But it was all I had left.
And in the long, freezing hours between midnight and dawn, in that lonely cell that smelled of bleach and fear, I clung to it with everything I had.
Because if I let go—
There would be nothing.
THE FLUORESCENT LIGHTSbuzzed overhead like angry hornets, each flicker sending a pulse of unease down my spine.
Officer Ramirez—her badge reading K. Ramirez—led me through the narrow corridor into the intake processing room.
It was a sterile, windowless chamber, its peeling white paint mottled with streaks of gray, the tile floor slick around a central drain that reeked faintly of industrial disinfectant and something far more human and unpleasant.
The air was thick, heavy with the scent of bleach, sweat, and fear, a combination that made my stomach churn.
My wrists ached from the cuffs they’d removed only moments ago, leaving angry red welts that throbbed in time with my heartbeat.
“Strip,” Officer Ramirez commanded, her tone flat, professional, precise.
There was no warmth in her voice. No malice either—just the mechanical efficiency of someone who had done this a thousand times, a thousand faces blurred together behind the bars of routine.
My pulse spiked, my chest tightening. “Everything?” I asked, my voice barely audible, quivering despite my effort to sound steady.

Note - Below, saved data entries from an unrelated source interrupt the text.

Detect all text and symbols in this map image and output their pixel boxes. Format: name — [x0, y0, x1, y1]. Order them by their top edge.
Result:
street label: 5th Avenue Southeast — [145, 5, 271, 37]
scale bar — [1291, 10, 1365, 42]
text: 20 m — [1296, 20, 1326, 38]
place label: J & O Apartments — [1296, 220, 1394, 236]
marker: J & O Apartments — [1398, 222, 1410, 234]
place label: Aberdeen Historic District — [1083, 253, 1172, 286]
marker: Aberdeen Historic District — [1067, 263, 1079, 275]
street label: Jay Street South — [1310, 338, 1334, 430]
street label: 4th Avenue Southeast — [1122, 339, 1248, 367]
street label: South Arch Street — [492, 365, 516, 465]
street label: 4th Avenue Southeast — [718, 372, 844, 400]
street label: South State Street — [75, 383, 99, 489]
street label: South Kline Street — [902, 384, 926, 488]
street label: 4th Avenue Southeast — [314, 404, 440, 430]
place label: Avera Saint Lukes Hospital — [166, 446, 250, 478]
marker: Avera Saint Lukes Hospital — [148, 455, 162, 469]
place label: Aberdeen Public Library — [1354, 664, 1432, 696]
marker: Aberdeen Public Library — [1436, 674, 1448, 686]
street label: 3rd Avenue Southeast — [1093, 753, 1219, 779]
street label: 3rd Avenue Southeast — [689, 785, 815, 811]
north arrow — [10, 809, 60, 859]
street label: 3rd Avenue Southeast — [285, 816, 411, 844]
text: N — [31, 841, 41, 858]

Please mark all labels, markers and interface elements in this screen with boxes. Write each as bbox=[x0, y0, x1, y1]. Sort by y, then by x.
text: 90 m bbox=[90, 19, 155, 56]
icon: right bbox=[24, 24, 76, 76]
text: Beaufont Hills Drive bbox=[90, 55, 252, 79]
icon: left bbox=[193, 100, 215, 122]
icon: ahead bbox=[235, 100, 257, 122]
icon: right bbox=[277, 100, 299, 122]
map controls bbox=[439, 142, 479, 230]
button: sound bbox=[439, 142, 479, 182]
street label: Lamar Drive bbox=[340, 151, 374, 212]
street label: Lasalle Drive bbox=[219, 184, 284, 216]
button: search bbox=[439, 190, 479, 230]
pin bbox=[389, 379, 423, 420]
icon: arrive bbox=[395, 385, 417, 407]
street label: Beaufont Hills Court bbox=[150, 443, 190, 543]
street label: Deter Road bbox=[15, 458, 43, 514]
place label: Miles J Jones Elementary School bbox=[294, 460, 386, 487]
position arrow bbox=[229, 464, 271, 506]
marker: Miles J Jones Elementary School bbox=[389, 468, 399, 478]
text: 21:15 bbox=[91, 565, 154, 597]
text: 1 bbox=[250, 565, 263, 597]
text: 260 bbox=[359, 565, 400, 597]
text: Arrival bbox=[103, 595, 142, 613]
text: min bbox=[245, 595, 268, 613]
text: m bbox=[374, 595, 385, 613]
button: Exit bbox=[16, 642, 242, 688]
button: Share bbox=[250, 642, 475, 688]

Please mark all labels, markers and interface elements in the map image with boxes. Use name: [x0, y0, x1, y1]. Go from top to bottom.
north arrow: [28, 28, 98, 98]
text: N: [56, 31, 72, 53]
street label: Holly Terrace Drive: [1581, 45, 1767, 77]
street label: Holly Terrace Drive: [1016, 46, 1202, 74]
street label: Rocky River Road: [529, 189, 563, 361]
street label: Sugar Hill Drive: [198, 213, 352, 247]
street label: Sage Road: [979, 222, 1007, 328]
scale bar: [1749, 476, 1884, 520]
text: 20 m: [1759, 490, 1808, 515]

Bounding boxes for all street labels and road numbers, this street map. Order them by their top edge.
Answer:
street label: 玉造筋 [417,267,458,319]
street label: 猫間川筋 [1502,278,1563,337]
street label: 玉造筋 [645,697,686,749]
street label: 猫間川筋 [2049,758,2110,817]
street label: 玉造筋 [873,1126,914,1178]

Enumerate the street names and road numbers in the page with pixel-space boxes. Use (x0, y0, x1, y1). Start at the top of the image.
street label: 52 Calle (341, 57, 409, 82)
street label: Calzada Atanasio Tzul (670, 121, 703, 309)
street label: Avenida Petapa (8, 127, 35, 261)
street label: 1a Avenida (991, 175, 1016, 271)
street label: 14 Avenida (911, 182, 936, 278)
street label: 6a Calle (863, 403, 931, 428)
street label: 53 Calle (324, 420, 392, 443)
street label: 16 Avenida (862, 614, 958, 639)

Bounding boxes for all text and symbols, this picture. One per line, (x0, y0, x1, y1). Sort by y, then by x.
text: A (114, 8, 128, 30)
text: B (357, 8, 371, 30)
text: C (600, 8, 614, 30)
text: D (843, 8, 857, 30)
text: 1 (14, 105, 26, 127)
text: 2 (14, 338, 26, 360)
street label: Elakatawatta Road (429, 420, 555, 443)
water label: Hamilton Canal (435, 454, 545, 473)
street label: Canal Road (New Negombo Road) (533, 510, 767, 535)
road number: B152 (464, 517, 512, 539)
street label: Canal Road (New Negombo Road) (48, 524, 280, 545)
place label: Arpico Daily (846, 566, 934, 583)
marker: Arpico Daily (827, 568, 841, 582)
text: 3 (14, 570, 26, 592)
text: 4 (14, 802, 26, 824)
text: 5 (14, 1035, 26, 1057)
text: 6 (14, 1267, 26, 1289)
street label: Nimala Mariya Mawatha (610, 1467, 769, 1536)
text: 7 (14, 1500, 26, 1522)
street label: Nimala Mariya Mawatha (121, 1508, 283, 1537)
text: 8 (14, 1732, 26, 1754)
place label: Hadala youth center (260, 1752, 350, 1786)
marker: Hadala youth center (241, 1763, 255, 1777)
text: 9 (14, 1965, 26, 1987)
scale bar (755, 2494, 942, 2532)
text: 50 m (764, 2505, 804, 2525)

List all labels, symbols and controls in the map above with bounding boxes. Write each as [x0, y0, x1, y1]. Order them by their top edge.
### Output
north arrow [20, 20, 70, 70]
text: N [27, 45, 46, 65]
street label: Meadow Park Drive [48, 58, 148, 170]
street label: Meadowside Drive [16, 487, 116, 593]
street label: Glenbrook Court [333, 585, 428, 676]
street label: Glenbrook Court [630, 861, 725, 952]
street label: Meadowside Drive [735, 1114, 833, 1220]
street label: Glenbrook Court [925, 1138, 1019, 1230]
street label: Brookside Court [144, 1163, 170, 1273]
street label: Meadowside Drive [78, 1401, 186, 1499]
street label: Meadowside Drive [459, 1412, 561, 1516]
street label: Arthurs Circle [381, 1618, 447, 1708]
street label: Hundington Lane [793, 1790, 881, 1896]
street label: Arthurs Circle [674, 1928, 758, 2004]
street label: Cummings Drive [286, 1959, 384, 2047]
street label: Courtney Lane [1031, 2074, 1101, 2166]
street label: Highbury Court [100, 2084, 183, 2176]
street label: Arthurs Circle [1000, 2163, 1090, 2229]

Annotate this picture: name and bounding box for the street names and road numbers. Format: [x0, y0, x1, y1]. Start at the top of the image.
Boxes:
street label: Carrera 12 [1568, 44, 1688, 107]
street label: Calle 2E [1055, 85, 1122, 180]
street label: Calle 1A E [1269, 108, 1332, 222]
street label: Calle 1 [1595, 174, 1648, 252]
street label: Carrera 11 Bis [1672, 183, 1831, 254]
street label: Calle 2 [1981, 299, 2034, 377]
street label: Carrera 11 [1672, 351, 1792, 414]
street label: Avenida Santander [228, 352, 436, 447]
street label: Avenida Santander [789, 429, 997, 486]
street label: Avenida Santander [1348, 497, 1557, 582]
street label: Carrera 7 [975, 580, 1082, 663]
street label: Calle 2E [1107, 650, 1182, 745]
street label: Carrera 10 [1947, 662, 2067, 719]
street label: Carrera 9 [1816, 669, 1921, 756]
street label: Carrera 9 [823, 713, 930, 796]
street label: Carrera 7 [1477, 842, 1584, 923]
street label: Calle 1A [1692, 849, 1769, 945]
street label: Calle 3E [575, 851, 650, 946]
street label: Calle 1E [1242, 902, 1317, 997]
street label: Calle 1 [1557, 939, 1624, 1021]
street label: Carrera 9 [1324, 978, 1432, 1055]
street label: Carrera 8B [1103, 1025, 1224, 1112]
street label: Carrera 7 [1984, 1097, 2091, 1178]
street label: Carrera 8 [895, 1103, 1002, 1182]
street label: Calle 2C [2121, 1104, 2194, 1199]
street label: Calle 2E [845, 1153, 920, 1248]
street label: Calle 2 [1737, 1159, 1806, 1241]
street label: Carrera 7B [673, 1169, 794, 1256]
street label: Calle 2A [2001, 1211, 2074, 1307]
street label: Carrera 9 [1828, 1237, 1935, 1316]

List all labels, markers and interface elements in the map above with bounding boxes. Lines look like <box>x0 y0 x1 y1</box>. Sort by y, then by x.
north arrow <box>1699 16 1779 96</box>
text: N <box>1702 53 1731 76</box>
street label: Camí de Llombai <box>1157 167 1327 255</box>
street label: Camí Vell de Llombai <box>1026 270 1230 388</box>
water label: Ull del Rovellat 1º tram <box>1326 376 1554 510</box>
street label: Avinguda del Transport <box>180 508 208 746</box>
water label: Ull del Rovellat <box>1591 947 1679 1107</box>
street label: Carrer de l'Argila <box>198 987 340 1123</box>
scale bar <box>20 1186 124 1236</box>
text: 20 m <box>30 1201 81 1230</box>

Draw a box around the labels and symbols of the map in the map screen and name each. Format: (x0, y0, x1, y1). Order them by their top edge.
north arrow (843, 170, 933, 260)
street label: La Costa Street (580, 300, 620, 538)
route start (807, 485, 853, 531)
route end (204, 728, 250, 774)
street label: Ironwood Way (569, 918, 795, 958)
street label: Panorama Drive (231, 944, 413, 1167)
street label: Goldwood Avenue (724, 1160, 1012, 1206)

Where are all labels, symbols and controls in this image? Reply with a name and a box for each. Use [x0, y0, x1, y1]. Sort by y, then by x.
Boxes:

“Everything,” she said. “Shoes, socks, underwear. All of it. Standard procedure for all incoming inmates.”
Inmates. The word hit me like a slap to the face. Not detainee. Not suspect. Inmate.
That was me now. An inmate. Cataloged, processed, classified. A person reduced to a number, a case file, a body to be inspected.
Convicted. Sentenced to life without parole—for a murder I had never committed.
Tears prickled at the corners of my eyes.
I blinked them back, swallowing hard. I would not give them the satisfaction. Not here. Not yet.
Slowly, mechanically, I peeled off the jumpsuit, letting it drop in a crumpled heap at my feet.
The air was icy against my skin, raising goosebumps along my arms and legs, making me shiver despite the adrenaline coursing through me.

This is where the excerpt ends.